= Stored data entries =
%%
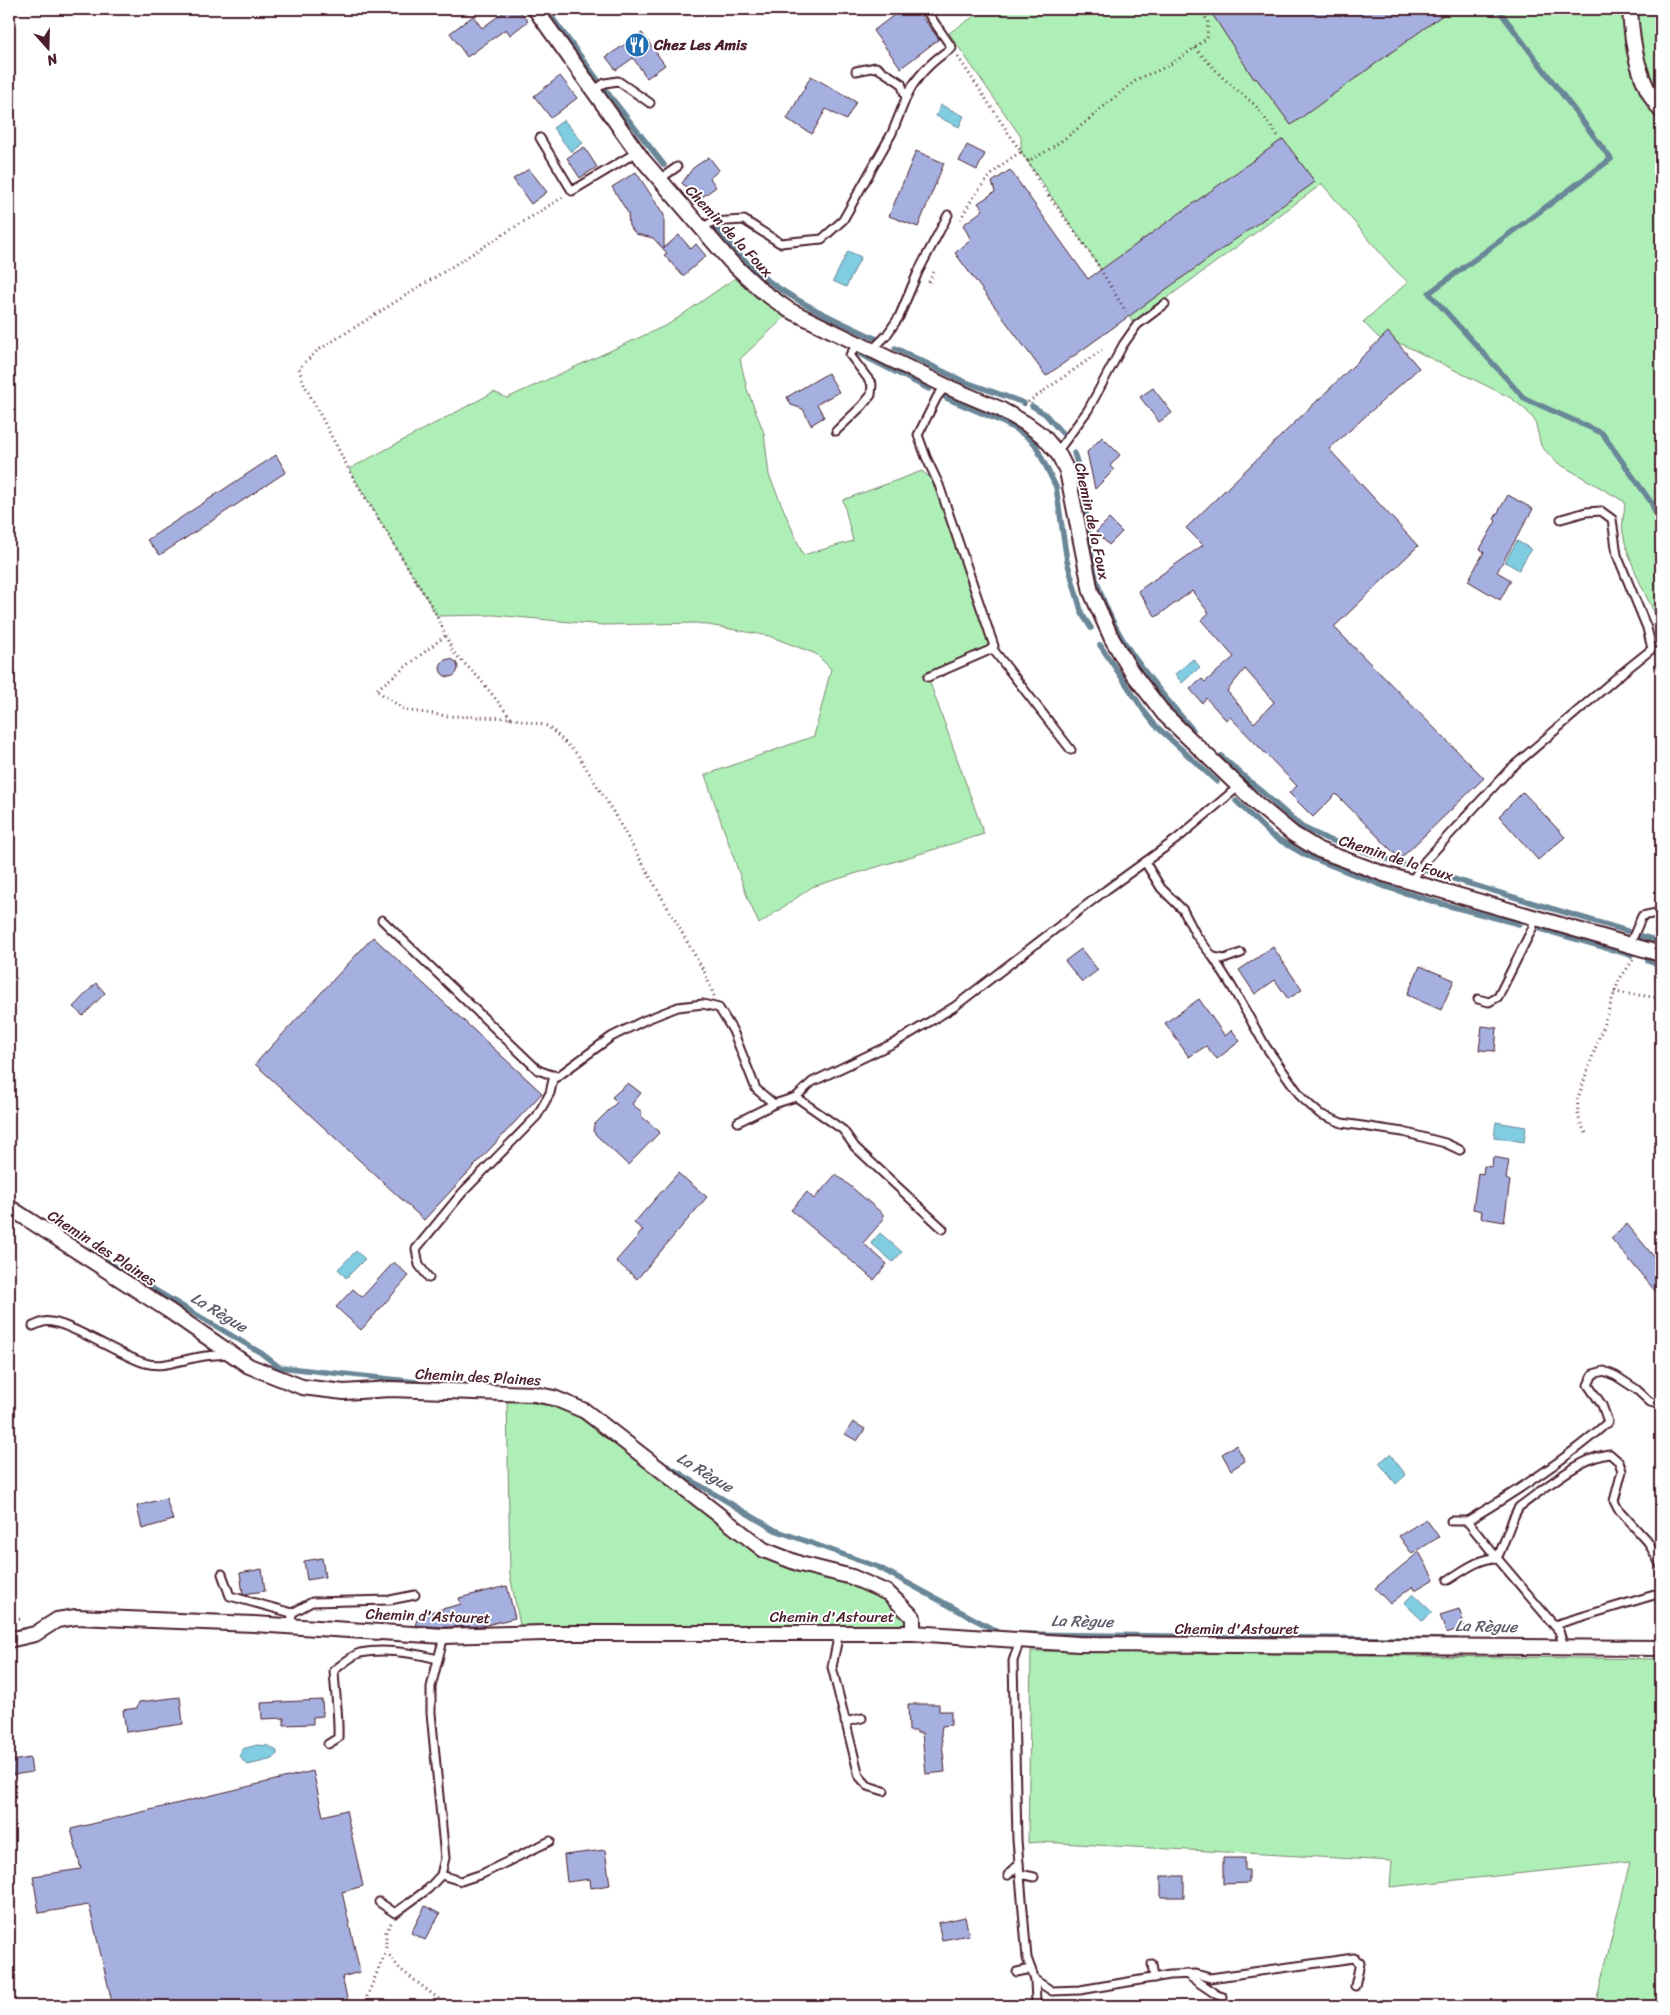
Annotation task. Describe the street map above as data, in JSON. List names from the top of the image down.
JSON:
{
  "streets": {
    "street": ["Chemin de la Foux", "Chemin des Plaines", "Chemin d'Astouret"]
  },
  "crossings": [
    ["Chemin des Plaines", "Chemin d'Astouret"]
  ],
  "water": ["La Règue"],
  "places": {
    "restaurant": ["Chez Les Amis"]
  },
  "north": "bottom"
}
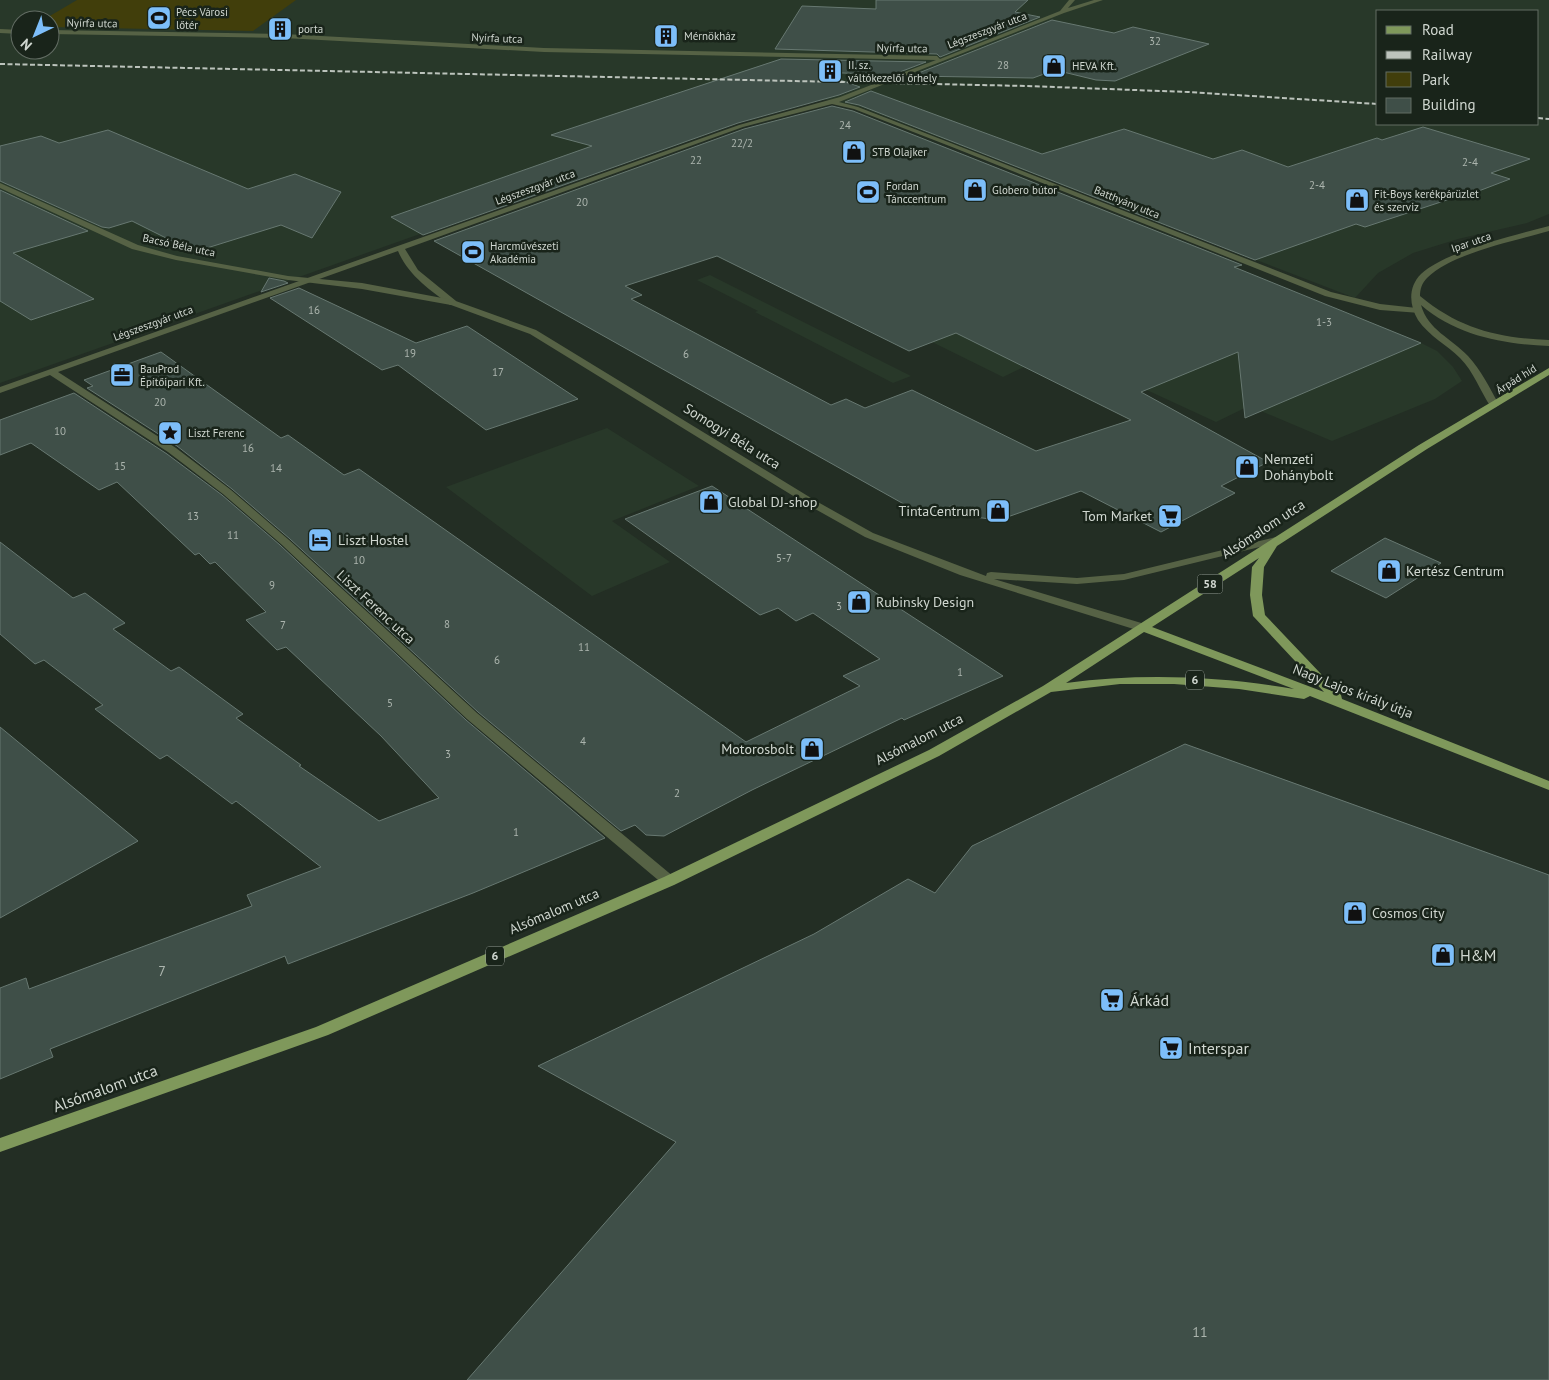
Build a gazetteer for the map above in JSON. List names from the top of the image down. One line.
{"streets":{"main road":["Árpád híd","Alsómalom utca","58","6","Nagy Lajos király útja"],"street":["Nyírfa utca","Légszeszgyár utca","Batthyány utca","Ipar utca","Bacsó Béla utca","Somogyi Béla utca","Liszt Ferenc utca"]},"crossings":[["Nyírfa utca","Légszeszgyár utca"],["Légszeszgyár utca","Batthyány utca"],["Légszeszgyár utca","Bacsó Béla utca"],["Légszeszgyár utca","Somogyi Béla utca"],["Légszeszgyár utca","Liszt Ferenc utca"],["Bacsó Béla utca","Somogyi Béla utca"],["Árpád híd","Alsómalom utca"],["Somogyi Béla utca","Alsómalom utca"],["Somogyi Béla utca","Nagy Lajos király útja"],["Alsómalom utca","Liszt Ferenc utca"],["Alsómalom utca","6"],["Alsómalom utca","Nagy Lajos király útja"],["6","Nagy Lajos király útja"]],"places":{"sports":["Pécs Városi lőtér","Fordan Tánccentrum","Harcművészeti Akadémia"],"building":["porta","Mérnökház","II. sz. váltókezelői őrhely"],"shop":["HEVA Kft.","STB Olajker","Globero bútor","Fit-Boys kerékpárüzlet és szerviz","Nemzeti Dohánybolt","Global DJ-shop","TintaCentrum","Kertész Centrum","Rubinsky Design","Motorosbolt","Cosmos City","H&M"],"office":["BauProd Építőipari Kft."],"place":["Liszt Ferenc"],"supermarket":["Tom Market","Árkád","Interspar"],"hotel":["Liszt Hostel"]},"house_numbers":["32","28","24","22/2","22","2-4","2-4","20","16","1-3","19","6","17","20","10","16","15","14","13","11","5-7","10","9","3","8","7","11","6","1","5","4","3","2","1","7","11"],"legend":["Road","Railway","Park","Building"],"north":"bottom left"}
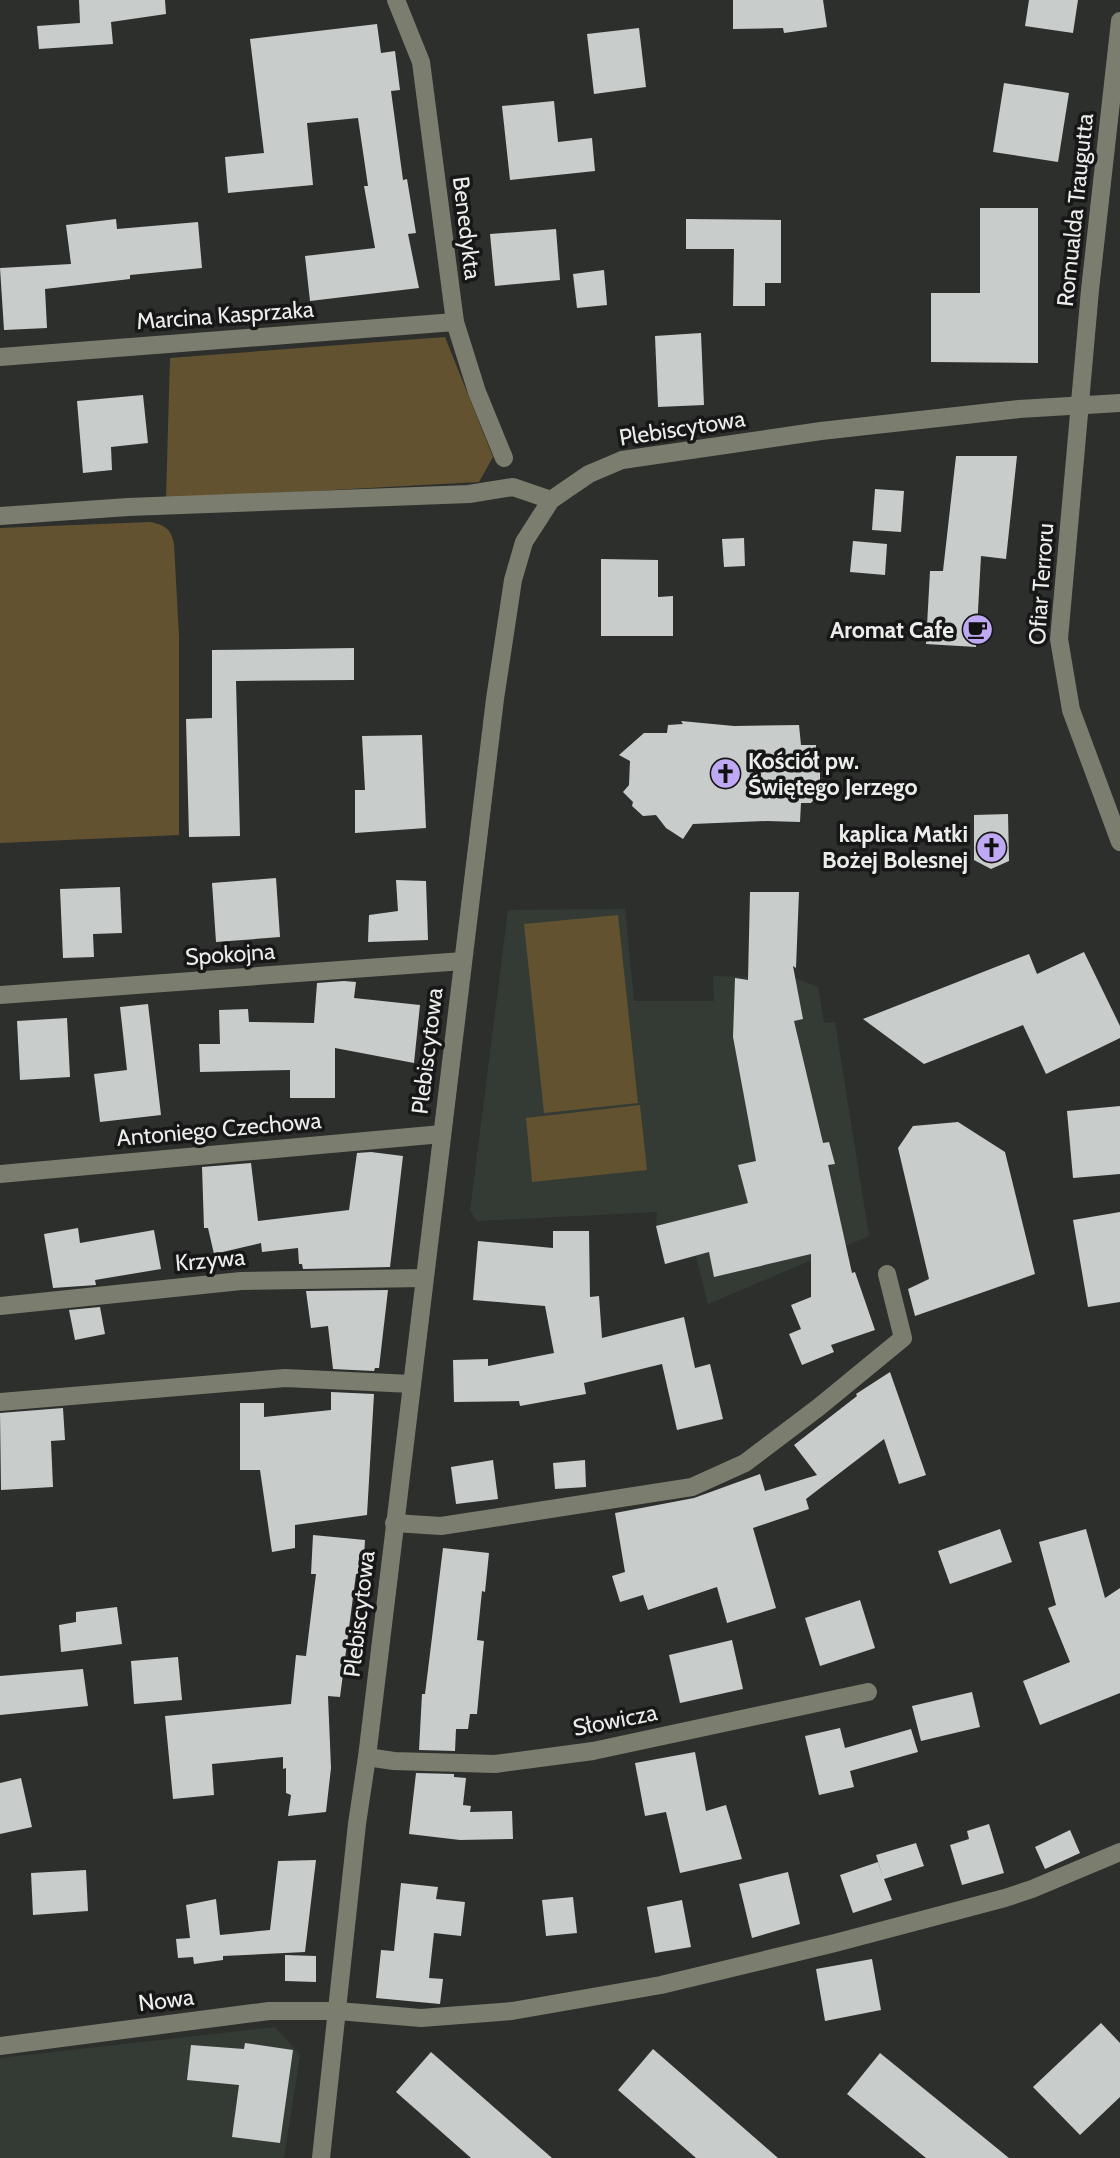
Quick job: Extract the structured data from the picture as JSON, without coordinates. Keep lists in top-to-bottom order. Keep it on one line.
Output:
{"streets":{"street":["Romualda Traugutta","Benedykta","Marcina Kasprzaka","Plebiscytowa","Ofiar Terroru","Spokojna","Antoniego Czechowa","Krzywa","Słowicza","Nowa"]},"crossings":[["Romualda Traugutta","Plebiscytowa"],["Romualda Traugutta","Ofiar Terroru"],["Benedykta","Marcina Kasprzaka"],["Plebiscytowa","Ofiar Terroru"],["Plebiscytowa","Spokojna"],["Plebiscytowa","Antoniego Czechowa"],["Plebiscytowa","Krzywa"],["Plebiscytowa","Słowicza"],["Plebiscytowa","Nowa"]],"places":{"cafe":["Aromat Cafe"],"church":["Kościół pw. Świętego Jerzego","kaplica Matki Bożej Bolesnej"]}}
%%
= Work request =
The entries above need to be repeated word for word, minus their pictures.

= Result of this task =
Annotation task. Describe the street map above as data, in JSON. List names from the top of the image down.
JSON:
{
  "streets": {
    "street": ["Chemin de la Foux", "Chemin des Plaines", "Chemin d'Astouret"]
  },
  "crossings": [
    ["Chemin des Plaines", "Chemin d'Astouret"]
  ],
  "water": ["La Règue"],
  "places": {
    "restaurant": ["Chez Les Amis"]
  },
  "north": "bottom"
}
Build a gazetteer for the map above in JSON. List names from the top of the image down. One line.
{"streets":{"main road":["Árpád híd","Alsómalom utca","58","6","Nagy Lajos király útja"],"street":["Nyírfa utca","Légszeszgyár utca","Batthyány utca","Ipar utca","Bacsó Béla utca","Somogyi Béla utca","Liszt Ferenc utca"]},"crossings":[["Nyírfa utca","Légszeszgyár utca"],["Légszeszgyár utca","Batthyány utca"],["Légszeszgyár utca","Bacsó Béla utca"],["Légszeszgyár utca","Somogyi Béla utca"],["Légszeszgyár utca","Liszt Ferenc utca"],["Bacsó Béla utca","Somogyi Béla utca"],["Árpád híd","Alsómalom utca"],["Somogyi Béla utca","Alsómalom utca"],["Somogyi Béla utca","Nagy Lajos király útja"],["Alsómalom utca","Liszt Ferenc utca"],["Alsómalom utca","6"],["Alsómalom utca","Nagy Lajos király útja"],["6","Nagy Lajos király útja"]],"places":{"sports":["Pécs Városi lőtér","Fordan Tánccentrum","Harcművészeti Akadémia"],"building":["porta","Mérnökház","II. sz. váltókezelői őrhely"],"shop":["HEVA Kft.","STB Olajker","Globero bútor","Fit-Boys kerékpárüzlet és szerviz","Nemzeti Dohánybolt","Global DJ-shop","TintaCentrum","Kertész Centrum","Rubinsky Design","Motorosbolt","Cosmos City","H&M"],"office":["BauProd Építőipari Kft."],"place":["Liszt Ferenc"],"supermarket":["Tom Market","Árkád","Interspar"],"hotel":["Liszt Hostel"]},"house_numbers":["32","28","24","22/2","22","2-4","2-4","20","16","1-3","19","6","17","20","10","16","15","14","13","11","5-7","10","9","3","8","7","11","6","1","5","4","3","2","1","7","11"],"legend":["Road","Railway","Park","Building"],"north":"bottom left"}
Quick job: Extract the structured data from the picture as JSON, without coordinates. Keep lists in top-to-bottom order. Keep it on one line.
Output:
{"streets":{"street":["Romualda Traugutta","Benedykta","Marcina Kasprzaka","Plebiscytowa","Ofiar Terroru","Spokojna","Antoniego Czechowa","Krzywa","Słowicza","Nowa"]},"crossings":[["Romualda Traugutta","Plebiscytowa"],["Romualda Traugutta","Ofiar Terroru"],["Benedykta","Marcina Kasprzaka"],["Plebiscytowa","Ofiar Terroru"],["Plebiscytowa","Spokojna"],["Plebiscytowa","Antoniego Czechowa"],["Plebiscytowa","Krzywa"],["Plebiscytowa","Słowicza"],["Plebiscytowa","Nowa"]],"places":{"cafe":["Aromat Cafe"],"church":["Kościół pw. Świętego Jerzego","kaplica Matki Bożej Bolesnej"]}}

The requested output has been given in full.